Жеглов искоса посмотрел на него, засмеялся и сказал:

– Шарапов, ты запомни – это великий человек, Гриша Ушивин, непревзойденный фотограф, старший сын барона Мюнхаузена. Мог бы зарабатывать на фотокарточках бешеные деньги, а он бескорыстно любит уголовный розыск…

– Ну знаешь, Жеглов, мне твои оскорбительные выходки надоели! – закричал Гриша; он покрылся неровными красными пятнами, и стекла очков у него запотели. – Если ты хочешь со мной поругаться…

– Упаси бог, Гриша! – захохотал Жеглов. – Шарапов – человек военный, он тебя лучше всех поймет. Не твоя же вина, что медкомиссия тебя до аттестации не допускает. Но разве дело в погонах? А, Гриша? Все дело в бесстрашном сердце и быстром уме! Так что ты еще нами всеми здесь покомандуешь!

Гриша хотел было дать достойный ответ Жеглову, но в кабинет вошли двое – квадратный человек с неприметным серым лицом и совсем молоденький парнишка, и я узнал, что их фамилии – Пасюк и Векшин, а еще через минуту прибежал Коля Тараскин и задыхающимся шепотом сообщил, что звонил Сенька Тузик: бандиты назначили встречу…

Так я вошел в группу Жеглова, и было это двадцать часов назад, и произошло с нами всеми за этот день такое, что у меня теперь не будет времени на привыкание, учебу и притирку – надо с ходу заменять погибшего сотрудника…

* * *

На кухне огромной коммунальной квартиры оказался только один человек – Михаил Михайлович Бомзе. Он сидел на колченогом табурете у своего стола – а на кухне их было девять – и ел вареную картошку с луком. Отправлял в рот кусок белой рассыпчатой картошки, осторожно макал в солонку четвертушку луковицы, внимательно рассматривал ее прищуренными близорукими глазами, будто хотел убедиться, что ничего с луковицей от соли не произошло, и неспешно с хрустом разжевывал ее. Он взглянул на меня так же рассеянно-задумчиво, как смотрел на лук, и предложил:

– Володя, если хотите, я угощу вас луком – в нем есть витамины, фитонциды, острота и общественный вызов, то есть все, чего нет в моей жизни. – И, покачав лысой острой головой, тихо заперхал, засмеялся.

– В нем полно горечи, Михал Михалыч, – сказал я, усаживаясь напротив. – Так что давайте я лучше угощу вас омлетом из яичного порошка!

– Спасибо, друг мой, вам надо самому много есть – вы еще мальчик, у вас всегда должно быть чувство голода. – Он смотрел на меня прищурясь, и все его лицо было собрано в маленькие квадратные складочки, а кожа коричневая – в темных старческих пятнах. И может быть, потому, что Михал Михалыч вытягивал сильно голову из коротенького плотного туловища с толстыми лапками-руками и маленькими ногами, казался он мне очень похожим на старую добрую черепаху. И носил он к тому же коричневый костюм в клетку, цветом и мешковатостью напоминавший ячеистый панцирь.

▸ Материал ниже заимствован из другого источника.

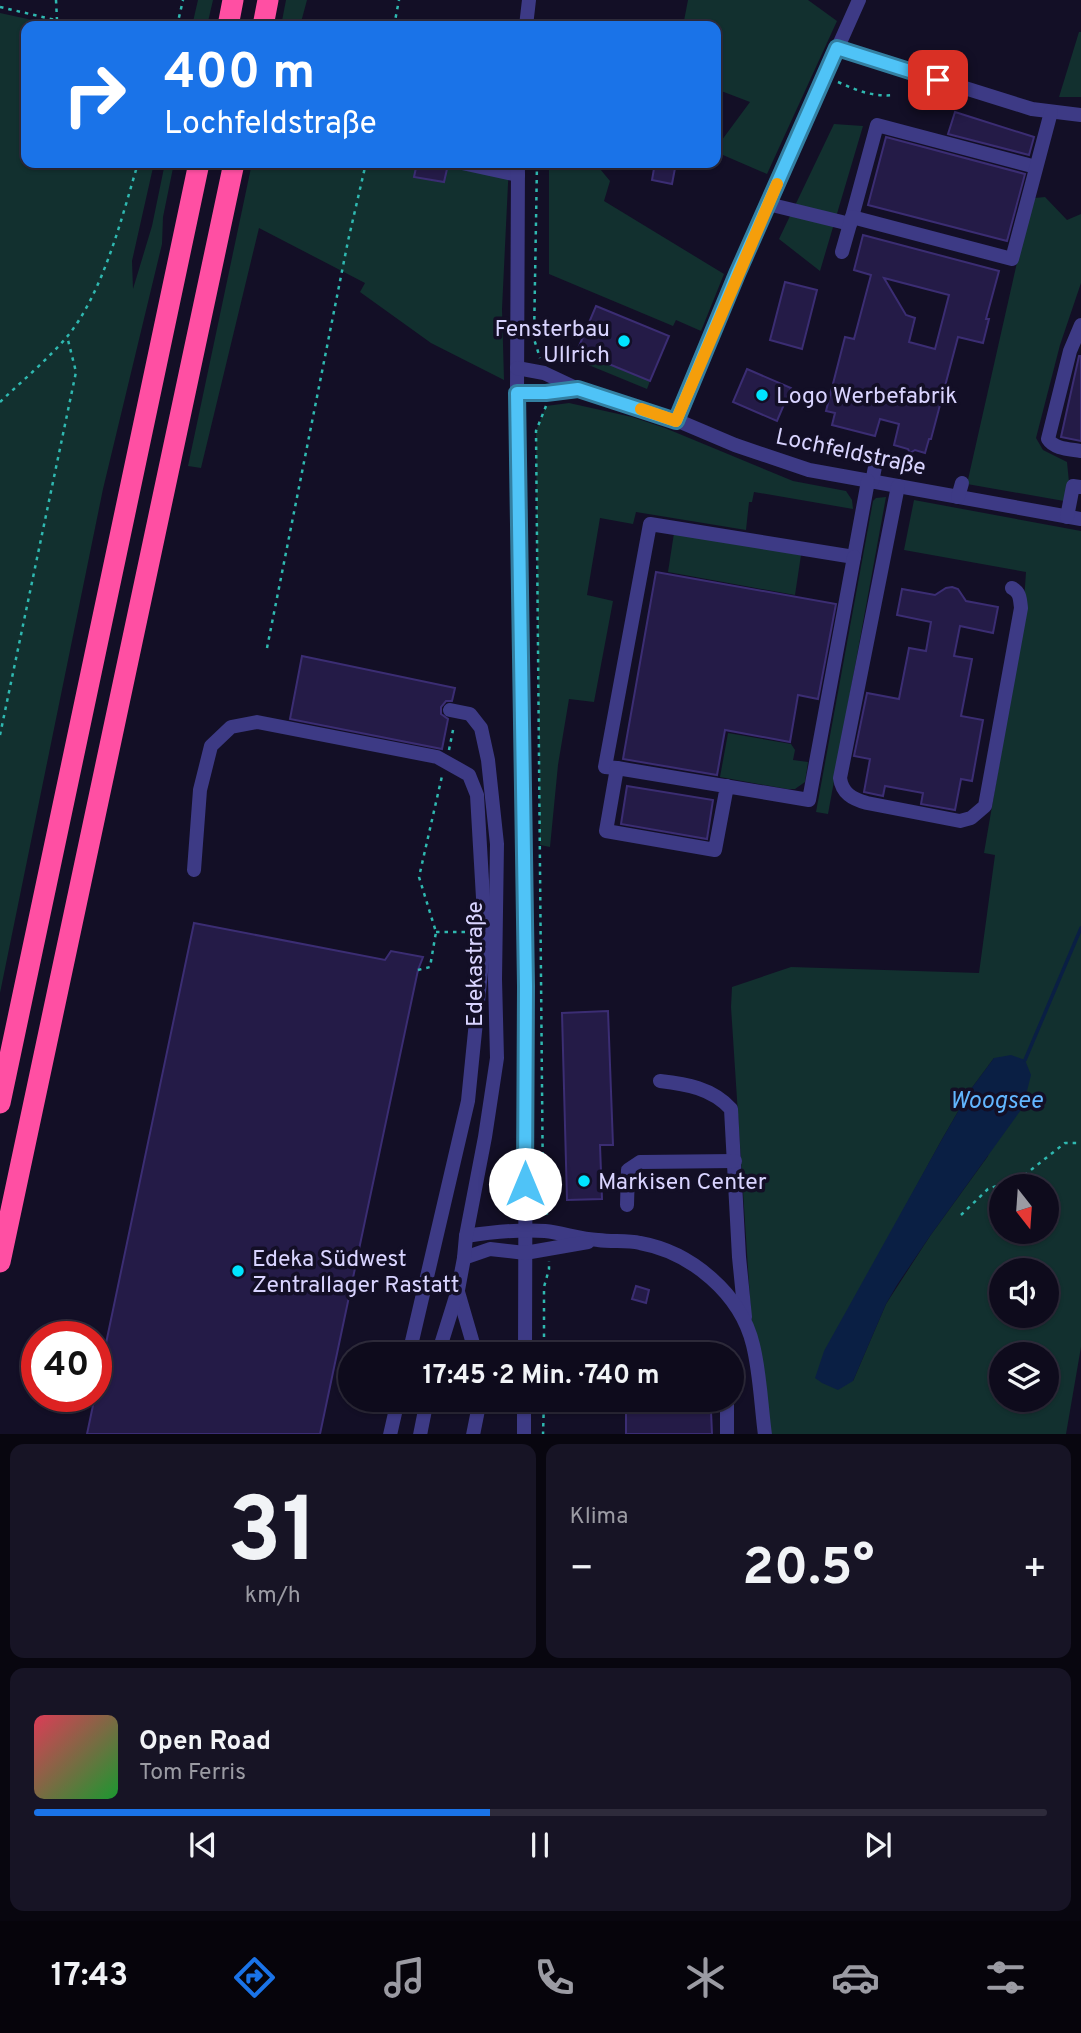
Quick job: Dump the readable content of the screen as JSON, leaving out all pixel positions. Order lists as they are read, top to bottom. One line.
{"streets":{"street":["Lochfeldstraße","Edekastraße"]},"water":["Woogsee"],"places":["Fensterbau Ullrich","Logo Werbefabrik","Markisen Center","Edeka Südwest Zentrallager Rastatt"],"north":"bottom","page":{"turn":["400 m","Lochfeldstraße"],"limit":"40","trip":"17:45 · 2 Min. · 740 m","tile":[["31","km/h"],"Klima"],"heat":["−","20.5°","+"],"song":["Open Road","Tom Ferris"],"tabs":"17:43"}}
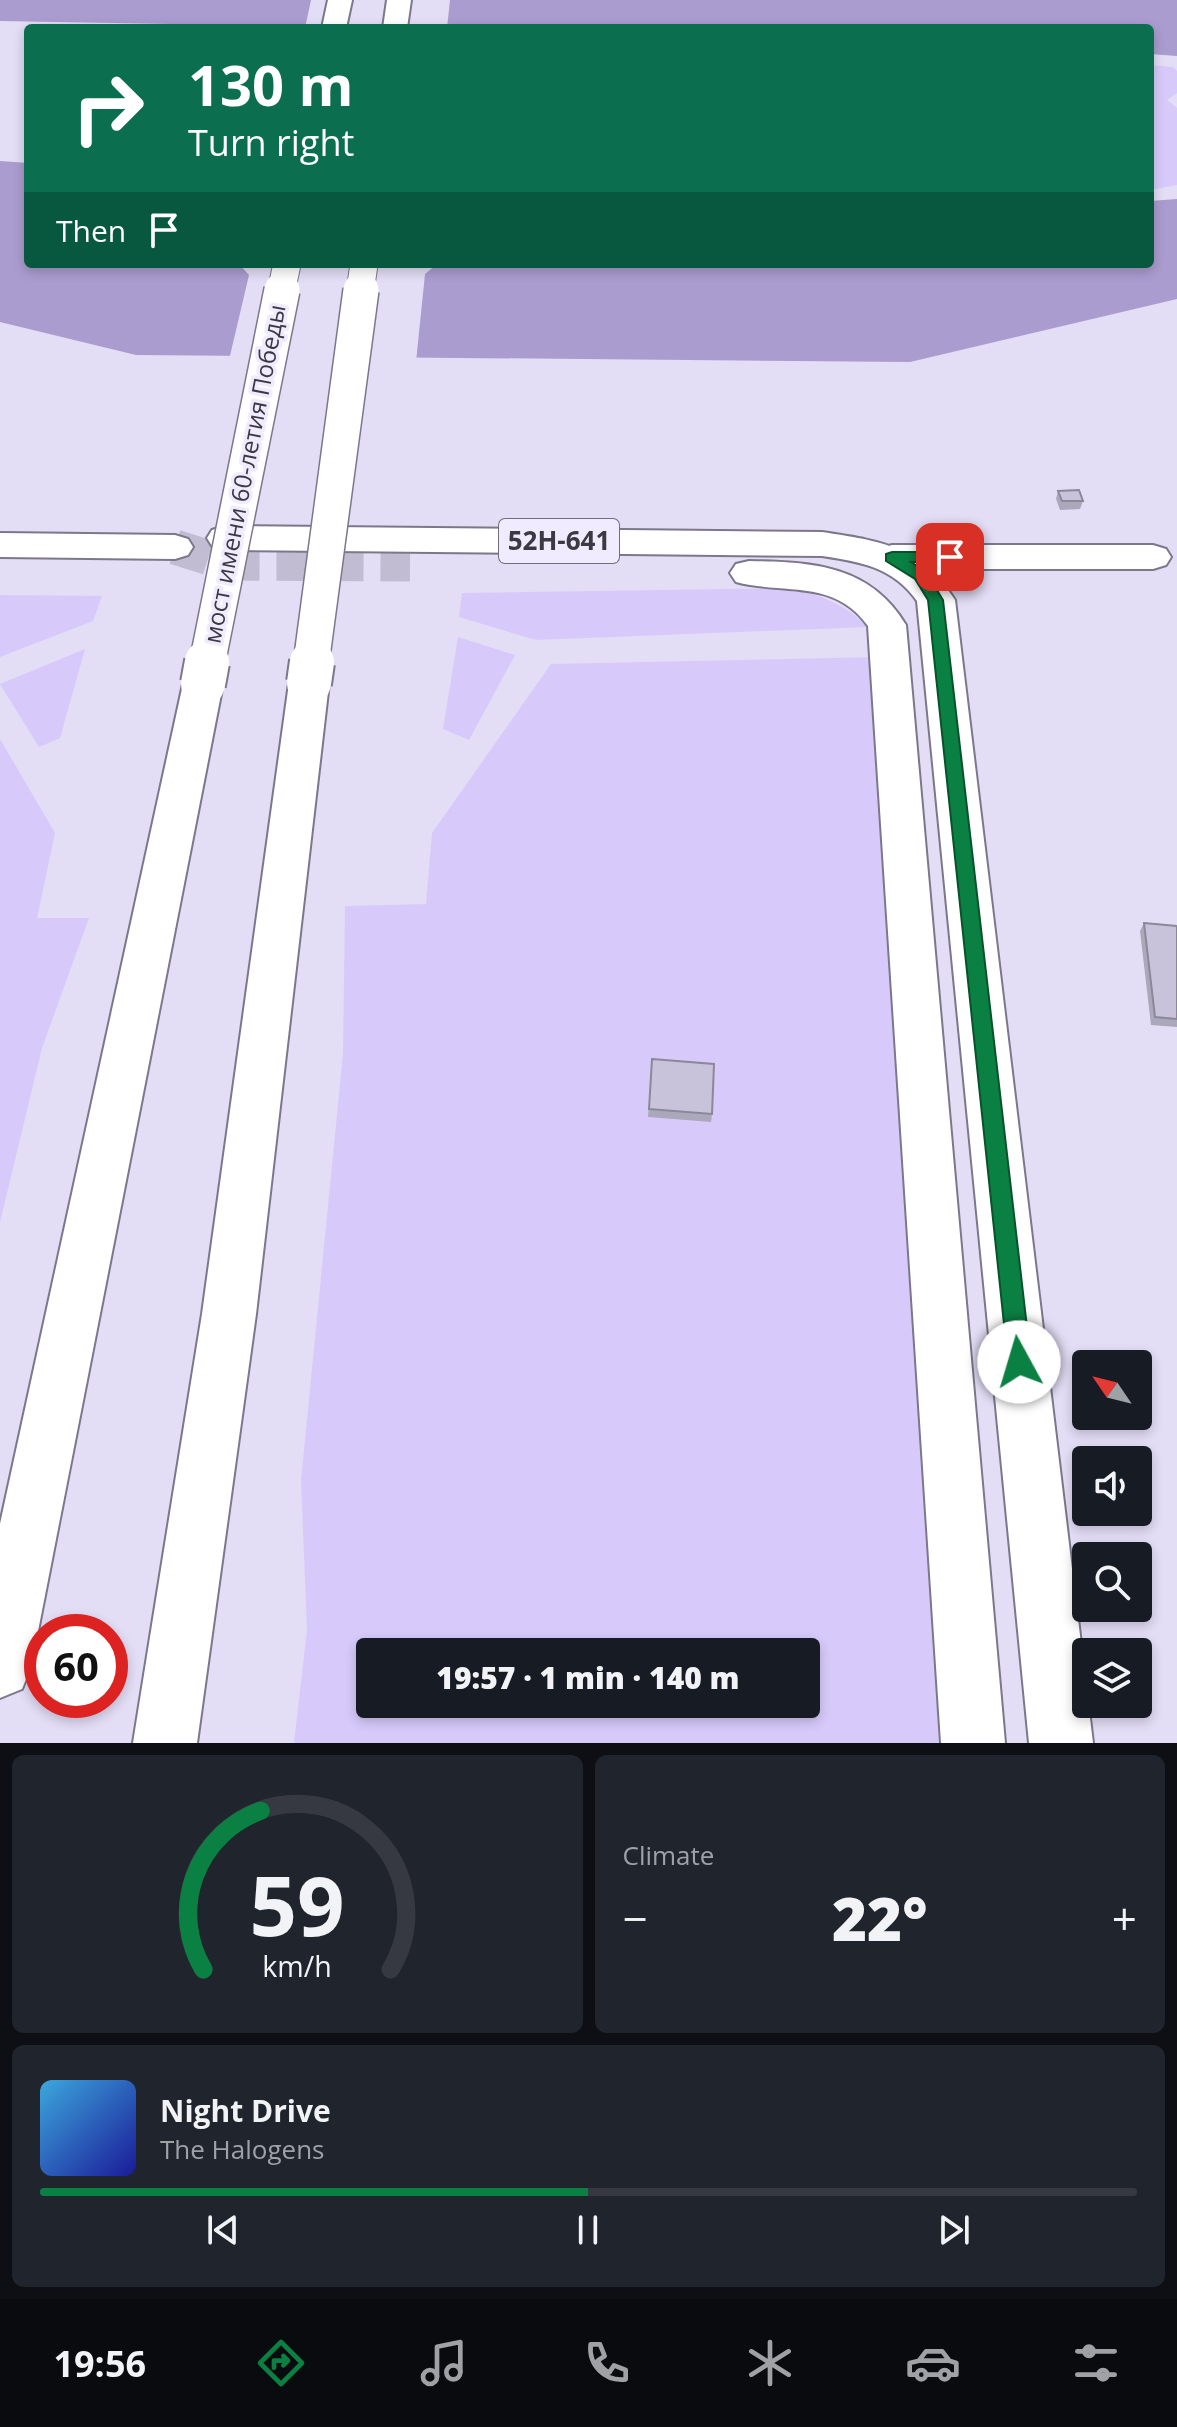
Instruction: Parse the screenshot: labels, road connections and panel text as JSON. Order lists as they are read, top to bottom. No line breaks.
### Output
{"streets":{"main road":["мост имени 60-летия Победы","52Н-641"]},"north":"top left","page":{"turn":["130 m","Turn right"],"then":"Then","limit":"60","trip":"19:57 · 1 min · 140 m","tile":"Climate","heat":["−","22°","+"],"song":["Night Drive","The Halogens"],"tabs":"19:56","gauge":["59","km/h"]}}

Я бросил на сковороду комок белого свиного лярда, разболтал в чашке яичный порошок – желтая жижа с бульканьем и шипением разлилась на черном чугуне, – потом принес из комнаты буханку черного хлеба и сохранившиеся шесть кусков сахару, а у Бомзе был чай на заварку. Так что завтрак у нас получился замечательный.

Старик ел мало и медленно, и я видел, что еда не доставляет ему никакого удовольствия – ест, потому что если не есть, то, наверное, скоро умрешь. Вот он и ел, не ощущая вкуса, равнодушно и неторопливо, будто выполнял скучную, надоевшую работу. Потом отложил вилку и сказал:

– Впрочем, вы уже не мальчик. Вы уже мужчина. Сколько вам минуло?

– Двадцать два.

– Двадцать два, двадцать два… – Старик высунул из-под панциря и снова спрятал острую головку. – Как я был счастлив в двадцать два года!

От воспоминаний он прикрыл тонкие синеватые перепоночки век, и со стороны можно было подумать, что старик заснул. Но он не спал, потому что зашевелились лапки на столе, и он спросил:

– Володя, а вы счастливы в свои двадцать два?

Я пожал плечами:

– Не знаю, вроде бы все нормально.

– А я точно знал, что счастлив. И счастье, когда-то огромное, постепенно уменьшалось, пока не стало совсем маленьким – как камень в почке…

Я посмотрел на него искоса: в уголке черного мутного глаза застыла печаль, едкая, как неупавшая слеза. Жалко было старика – уж больно тоскует.

– Михал Михалыч, ну что вы здесь один маетесь? У вас же есть какие-то родственники или друзья в Киеве – вы бы поехали к ним, все-таки веселее…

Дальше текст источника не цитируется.